We next applied our method to the Demeter2 (D2) dependency data set. This gene dependency data was derived from genome-wide short hairpin RNA screen experiments for 17,309 genes across 707 cancer cell lines (Tsherniak et al. 2017). As a second use case, we set out to discover CN biomarkers predicting EGFR dependency as measured using the D2 score. Linkage disequilibrium (LD) in CN profiles makes it particularly difficult to extract relevant biomarkers since many genes will carry comparable statistical evidence of association.

We first calculated the correlation coefficient between EGFR dependency and the CN estimate of each gene. Visualization of this genome-wide correlation profile revealed a strong negative correlation between EGFR CN and EGFR dependency (Fig. 3A). As expected from an oncogene, amplification of EGFR CN conferred EGFR dependence on the cells (Fig S4).
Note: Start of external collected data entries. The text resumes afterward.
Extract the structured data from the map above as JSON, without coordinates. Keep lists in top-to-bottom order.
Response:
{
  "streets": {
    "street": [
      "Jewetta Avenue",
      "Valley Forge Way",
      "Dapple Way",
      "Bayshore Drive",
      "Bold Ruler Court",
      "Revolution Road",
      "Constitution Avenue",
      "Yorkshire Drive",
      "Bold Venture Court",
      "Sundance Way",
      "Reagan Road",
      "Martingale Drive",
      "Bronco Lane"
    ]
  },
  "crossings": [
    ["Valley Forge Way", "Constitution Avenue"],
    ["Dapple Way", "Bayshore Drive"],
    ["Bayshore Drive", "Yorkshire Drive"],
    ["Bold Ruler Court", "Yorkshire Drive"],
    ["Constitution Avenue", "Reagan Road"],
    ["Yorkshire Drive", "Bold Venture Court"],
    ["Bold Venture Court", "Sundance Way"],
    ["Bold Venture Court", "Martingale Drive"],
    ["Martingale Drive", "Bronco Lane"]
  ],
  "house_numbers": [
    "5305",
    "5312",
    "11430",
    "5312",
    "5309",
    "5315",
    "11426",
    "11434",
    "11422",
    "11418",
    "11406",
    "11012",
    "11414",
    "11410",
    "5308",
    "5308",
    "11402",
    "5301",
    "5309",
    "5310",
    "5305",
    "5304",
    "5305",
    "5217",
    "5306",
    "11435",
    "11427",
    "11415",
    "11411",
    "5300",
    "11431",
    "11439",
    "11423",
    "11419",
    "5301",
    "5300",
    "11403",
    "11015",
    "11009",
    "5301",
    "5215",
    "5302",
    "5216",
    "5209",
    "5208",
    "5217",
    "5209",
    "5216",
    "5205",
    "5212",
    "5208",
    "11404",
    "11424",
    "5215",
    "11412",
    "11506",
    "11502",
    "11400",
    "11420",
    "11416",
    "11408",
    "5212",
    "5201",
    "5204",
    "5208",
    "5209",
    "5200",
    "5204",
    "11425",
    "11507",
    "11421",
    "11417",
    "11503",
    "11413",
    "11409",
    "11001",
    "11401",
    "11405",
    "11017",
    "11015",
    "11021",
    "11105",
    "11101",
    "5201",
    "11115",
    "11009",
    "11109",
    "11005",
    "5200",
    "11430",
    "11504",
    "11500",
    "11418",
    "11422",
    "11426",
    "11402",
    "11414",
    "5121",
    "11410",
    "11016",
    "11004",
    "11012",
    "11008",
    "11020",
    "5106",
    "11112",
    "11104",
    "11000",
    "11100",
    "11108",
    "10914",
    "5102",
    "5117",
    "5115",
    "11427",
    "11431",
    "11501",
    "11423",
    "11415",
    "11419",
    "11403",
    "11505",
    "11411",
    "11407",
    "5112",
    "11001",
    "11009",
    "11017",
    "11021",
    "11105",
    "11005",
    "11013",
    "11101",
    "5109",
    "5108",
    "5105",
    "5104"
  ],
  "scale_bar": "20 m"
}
Interestingly, we observed a second peak with moderate negative correlation on chromosome 11 (highlighted in a purple box). Focusing on this locus revealed many genes with strong negative correlation between CN and EGFR dependency (Fig. 3B). The strong LD structure makes it difficult to select a specific biomarker from this region based on correlation coefficients alone. The baseline model assigned a single non-zero coefficient to the USP35 gene in this region. To the best of our knowledge, there exists no reported connection between USP35 and EGFR. STRING also did not assign an association score for these two genes. We believe that the reason the baseline model picked the USP35 gene is due to a spurious association with the underlying driver gene. The bio-primed model, on the other hand, identified GAB2 CN as the most informative biomarker in this region based on the magnitude of the LASSO coefficient (Fig. 3B). GAB2 (GRB2-associated binding protein 2) is an adaptor protein that plays a critical role in transmitting signals from receptor tyrosine kinases, such as EGFR, to downstream pathways involved in cell proliferation, survival, and migration (Adams, Aydin, and Celebi 2012). Amplification of GAB2 can lead to increased activation of the PI3K/AKT and MAPK pathways, both of which are downstream effectors of EGFR signaling (Gu et al. 1998), supporting the idea that GAB2 amplification may potentiate oncogenic processes driven by EGFR and increase the dependency of cancer cells on EGFR activity. Indeed, stratifying the cell lines by EGFR and GAB2 CN gain revealed that simultaneous gain of EGFR and GAB2 CN significantly increased dependency on EGFR, linking the GAB2 CN to EGFR dependency (Fig. 3C).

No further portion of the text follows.